È passato un secolo, ma il personaggio del vagabondo Charlot, la maschera comica (e non solo) inventata da Charlie Chaplin, è ancora viva e ben impressa nella memoria e nella coscienza del mondo.

Il grande attore e regista nel 1914 creò dal nulla quella che sarebbe divenuta una grande icona, conosciuta semplicemente come “The Tramp”, un personaggio con il quale sarebbe stato identificato per la maggior parte della sua gloriosa carriera.
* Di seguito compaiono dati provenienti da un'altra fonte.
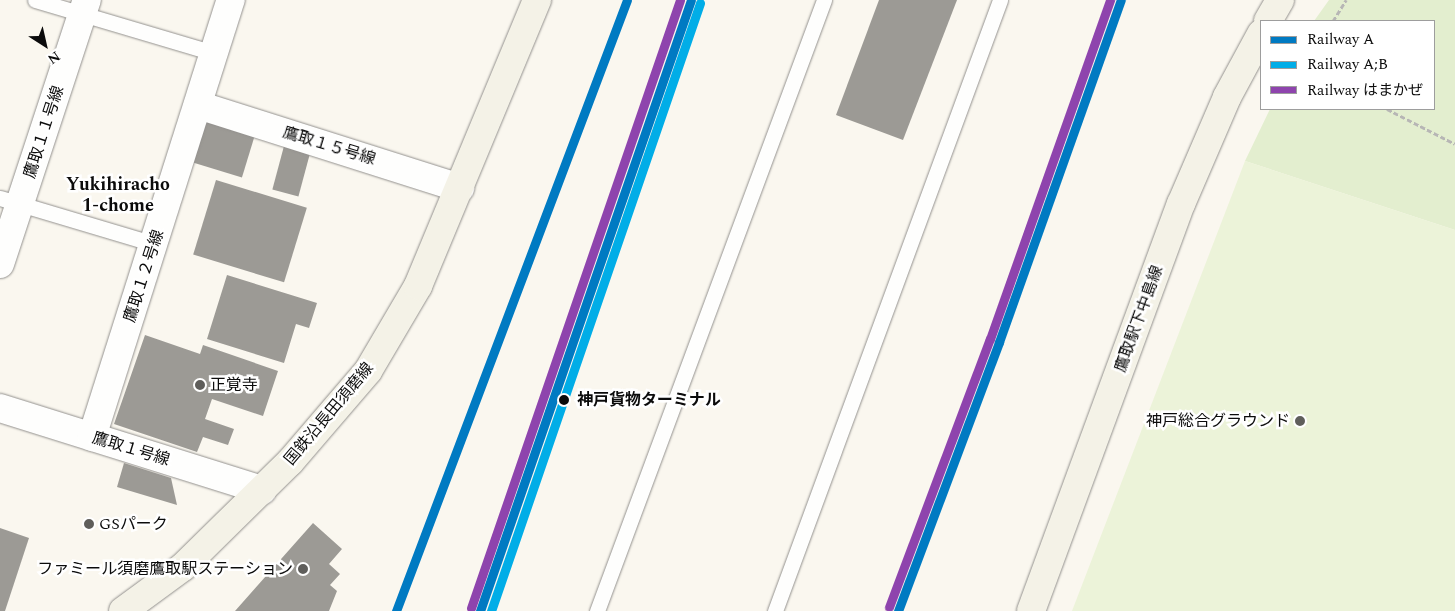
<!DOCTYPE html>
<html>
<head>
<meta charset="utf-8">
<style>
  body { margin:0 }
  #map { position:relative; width:1455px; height:611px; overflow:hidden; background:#faf7ef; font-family:Spectral,"Noto Sans JP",serif }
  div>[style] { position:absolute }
  .green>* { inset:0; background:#e3eecf }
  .pitch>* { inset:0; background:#ecf3d9 }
  .building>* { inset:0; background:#9c9a95; transform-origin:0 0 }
  .path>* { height:3px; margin-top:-1.5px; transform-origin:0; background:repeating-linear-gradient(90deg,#b7b6b5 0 5px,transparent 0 7.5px) }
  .roads { filter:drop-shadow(0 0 1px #93918e) drop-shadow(0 0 1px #93918e) }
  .lane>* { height:15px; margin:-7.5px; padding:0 7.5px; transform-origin:7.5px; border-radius:7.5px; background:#fefefd }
  .street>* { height:28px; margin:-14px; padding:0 14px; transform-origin:14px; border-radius:14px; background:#fefefd }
  .secondary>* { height:28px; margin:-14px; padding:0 14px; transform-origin:14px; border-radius:14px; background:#f4f2e7 }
  .rail-1>* { height:9px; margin:-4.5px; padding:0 4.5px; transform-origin:4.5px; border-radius:4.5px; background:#007ac2 }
  .rail-2>* { height:9px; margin:-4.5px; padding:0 4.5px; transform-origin:4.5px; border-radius:4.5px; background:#01ade7 }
  .rail-3>* { height:9px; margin:-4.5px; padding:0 4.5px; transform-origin:4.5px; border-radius:4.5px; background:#8e44ad }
  .dots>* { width:14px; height:14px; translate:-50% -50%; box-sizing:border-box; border:2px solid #fff; border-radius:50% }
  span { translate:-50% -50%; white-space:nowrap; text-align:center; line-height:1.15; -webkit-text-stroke:5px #fff; paint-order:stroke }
  .street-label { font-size:16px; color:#0b0b0b }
  .poi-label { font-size:16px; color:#0b0b0b }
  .left { translate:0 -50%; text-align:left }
  .right { translate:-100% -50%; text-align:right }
  .stop-label { font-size:16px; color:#0b0b0b; font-weight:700 }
  .neighbourhood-label { font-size:18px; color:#0b0b0b; font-weight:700 }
  .legend { position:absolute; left:1260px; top:20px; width:175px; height:90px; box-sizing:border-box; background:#fff; border:1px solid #9d9d9d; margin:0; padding:6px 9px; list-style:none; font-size:15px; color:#0b0b0b }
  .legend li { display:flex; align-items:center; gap:10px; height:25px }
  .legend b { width:25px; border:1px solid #9d9d9d }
  .north { position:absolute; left:20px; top:20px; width:50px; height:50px; -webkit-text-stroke:4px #fff; paint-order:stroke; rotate:145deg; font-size:14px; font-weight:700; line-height:20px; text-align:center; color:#0b0b0b }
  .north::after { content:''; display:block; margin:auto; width:18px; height:22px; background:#0b0b0b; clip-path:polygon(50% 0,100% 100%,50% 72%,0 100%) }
</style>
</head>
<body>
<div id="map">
  <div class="green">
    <div style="clip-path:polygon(1329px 0,1455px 0,1455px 230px,1245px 161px,1270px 109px,1434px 109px,1434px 21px,1314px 21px)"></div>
  </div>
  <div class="pitch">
    <div style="clip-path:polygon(1245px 161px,1455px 230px,1455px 611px,1072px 611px)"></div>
  </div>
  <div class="building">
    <div style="clip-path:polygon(879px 0,957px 0,903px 140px,836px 115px)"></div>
    <div style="left:205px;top:117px;width:53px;height:47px;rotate:17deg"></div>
    <div style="left:284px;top:146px;width:27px;height:45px;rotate:15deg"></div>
    <div style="left:216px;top:180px;width:95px;height:78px;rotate:17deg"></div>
    <div style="clip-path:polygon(227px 275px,317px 303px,309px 328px,296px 324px,284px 363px,207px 339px)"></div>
    <div style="clip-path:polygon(145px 335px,200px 354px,203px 345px,278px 371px,263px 416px,212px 399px,205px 419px,234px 429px,228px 445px,203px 437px,197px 452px,114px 424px)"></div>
    <div style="clip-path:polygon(124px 463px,171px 478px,177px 505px,117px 487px)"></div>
    <div style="clip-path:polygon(313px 523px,342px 549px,329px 564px,340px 574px,330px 585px,337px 591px,329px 611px,235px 611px)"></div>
    <div style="clip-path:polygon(0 528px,29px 538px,5px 611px,0 611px)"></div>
  </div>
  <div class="path">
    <div style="left:1333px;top:21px;width:25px;rotate:-58deg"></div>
    <div style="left:1387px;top:109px;width:76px;rotate:27.2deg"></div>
  </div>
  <div class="roads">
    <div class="lane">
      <div style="left:35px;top:0;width:187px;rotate:16.5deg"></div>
      <div style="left:0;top:198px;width:161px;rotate:16.6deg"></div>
      <div style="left:597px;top:611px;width:652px;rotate:-69.62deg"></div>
      <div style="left:775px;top:611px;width:651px;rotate:-69.78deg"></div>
    </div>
    <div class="street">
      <div style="left:198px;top:105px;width:275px;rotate:17.6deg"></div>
      <div style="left:0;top:264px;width:278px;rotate:-71.8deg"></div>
      <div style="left:0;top:408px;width:275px;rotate:17.4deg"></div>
      <div style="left:92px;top:437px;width:459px;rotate:-72.4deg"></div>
    </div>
    <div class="secondary">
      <div style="left:1268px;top:21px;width:24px;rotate:-60deg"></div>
      <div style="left:123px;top:611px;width:74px;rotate:-36.3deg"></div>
      <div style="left:183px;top:567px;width:150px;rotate:-44.5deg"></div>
      <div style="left:290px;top:462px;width:120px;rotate:-49.4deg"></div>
      <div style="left:368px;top:371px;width:99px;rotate:-59.5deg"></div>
      <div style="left:418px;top:286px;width:310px;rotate:-67.4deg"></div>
      <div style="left:1031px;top:611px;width:434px;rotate:-69.8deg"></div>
      <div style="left:1181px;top:204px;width:116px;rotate:-66.7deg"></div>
      <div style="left:1227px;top:97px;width:72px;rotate:-61.6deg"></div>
    </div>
  </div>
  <div class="rail-1">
    <div style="left:396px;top:611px;width:653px;rotate:-69.29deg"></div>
    <div style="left:480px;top:611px;width:646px;rotate:-70.95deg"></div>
    <div style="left:898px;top:611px;width:287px;rotate:-69.4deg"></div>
    <div style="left:999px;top:342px;width:363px;rotate:-70.4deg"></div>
  </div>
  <div class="rail-2">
    <div style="left:491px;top:611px;width:643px;rotate:-71.03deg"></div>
  </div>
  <div class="rail-3">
    <div style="left:889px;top:607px;width:286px;rotate:-69.4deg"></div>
    <div style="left:990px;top:339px;width:360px;rotate:-70.5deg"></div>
    <div style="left:471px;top:608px;width:643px;rotate:-71.03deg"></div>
  </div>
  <div class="dots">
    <div style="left:200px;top:385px;background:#5f5e5b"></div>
    <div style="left:564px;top:400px;background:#0b0b0b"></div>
    <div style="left:1300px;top:421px;background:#5f5e5b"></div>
    <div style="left:89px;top:524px;background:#5f5e5b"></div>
    <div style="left:303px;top:569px;background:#5f5e5b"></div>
  </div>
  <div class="street-label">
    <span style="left:44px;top:132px;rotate:-72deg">鷹取１１号線</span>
    <span style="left:329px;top:146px;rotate:17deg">鷹取１５号線</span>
    <span style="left:144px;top:276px;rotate:-72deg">鷹取１２号線</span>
    <span style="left:1139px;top:319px;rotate:-70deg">鷹取駅下中島線</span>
    <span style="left:329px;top:414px;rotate:-50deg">国鉄沿長田須磨線</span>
    <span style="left:131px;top:449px;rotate:17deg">鷹取１号線</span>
  </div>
  <div class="poi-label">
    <span class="left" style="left:210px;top:385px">正覚寺</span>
    <span class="right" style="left:1290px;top:421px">神戸総合グラウンド</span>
    <span class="left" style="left:99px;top:524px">GSパーク</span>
    <span class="right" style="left:293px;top:569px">ファミール須磨鷹取駅ステーション</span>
  </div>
  <div class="stop-label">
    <span class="left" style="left:577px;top:400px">神戸貨物ターミナル</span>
  </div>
  <div class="neighbourhood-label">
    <span style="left:118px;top:196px">Yukihiracho<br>1-chome</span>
  </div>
  <ul class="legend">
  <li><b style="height:6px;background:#007ac2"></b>Railway A</li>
  <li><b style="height:6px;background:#01ade7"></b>Railway A;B</li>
  <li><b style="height:6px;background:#8e44ad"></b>Railway はまかぜ</li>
  </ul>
  <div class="north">N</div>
</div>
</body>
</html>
L’occasione è quella del secondo film interpretato da Chaplin, Kids Auto Races At Venice. L’attore sceglie in modo magistrale un costume che sarebbe poi rimasto più o meno lo stesso negli anni a venire: “Volevo che tutto fosse una contraddizione: i pantaloni larghi, la giacchetta stretta, il piccolo cappello e le grandi scarpe. Ho aggiunto dei baffetti che, pensai, avrebbero aggiunto qualche anno in più senza nascondere la mia espressione. Non avevo ancora bene in mente il personaggio. Ma nel momento in cui mi sono vestito gli abiti e il trucco mi hanno fatto sentire che persona ero. Ho cominciato a conoscerlo ed è bastato il tempo di entrare sul set per far nascere Charlot”.

Il vagabondo, rappresentante dell’uomo comune e dei più umili, è stato riconosciuto sin da subito come un efficace simbolo dell’alienazione dei poveri, in lotta contro il potere (battaglie vinte sempre usando l’astuzia contro poliziotti ottusi) e solidale con bambini e giovani donne in difficoltà, di cui spesso Charlot si innamora.

Il regista Alessandro Blasetti, contemporaneo di Chaplin, ha parlato del ruolo politico del personaggio: “La maschera di Charlot tocca il massimo assoluto della spontanea capacità inventiva e, nello stesso momento, il minimo assoluto dell’impegno pre-determinato, cioè della finalità politica. Per questo ha toccato il cuore del mondo sulla ingiusta sorte dei diseredati e degli emarginati, ha contribuito ad imporre alle classi politiche il dovere di una nuova giustizia sociale con efficacia incomparabilmente maggiore di quella che possono avere conseguito, tutti insieme, tutti i film socialmente «impegnati» di tutta la storia del cinema. Tanto più autentica, credibile, efficace l’istanza sociale che scaturisce dall’omino: proprio perché non la pronuncia.

La Cineteca di Bologna in questi giorni organizza alcuni eventi in celebrazione del centenario dalla nascita di Charlot. Il 26 giugno si terrà un convegno con ospiti l’artista teatrale Jos Hauben (che proporrà una performance sull’arte della risata), e Dan Kamin (il mimo che fece da coach a Robert Downey Jr. durante la lavorazione del film omonimo del 1992).